Problem to solve: Return the full listing, character for character.

Exercise data:
------------------------------------------------

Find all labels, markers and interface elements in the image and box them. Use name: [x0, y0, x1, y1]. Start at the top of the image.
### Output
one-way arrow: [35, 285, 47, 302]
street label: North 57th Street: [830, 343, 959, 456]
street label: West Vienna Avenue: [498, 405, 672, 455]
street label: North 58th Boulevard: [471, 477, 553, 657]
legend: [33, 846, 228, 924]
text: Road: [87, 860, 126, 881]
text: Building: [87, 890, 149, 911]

------------------------------------------------

Result of this exercise:
Find all labels, markers and interface elements in the image and box them. Use name: [x0, y0, x1, y1]. Start at the top of the image.
### Output
one-way arrow: [35, 285, 47, 302]
street label: North 57th Street: [830, 343, 959, 456]
street label: West Vienna Avenue: [498, 405, 672, 455]
street label: North 58th Boulevard: [471, 477, 553, 657]
legend: [33, 846, 228, 924]
text: Road: [87, 860, 126, 881]
text: Building: [87, 890, 149, 911]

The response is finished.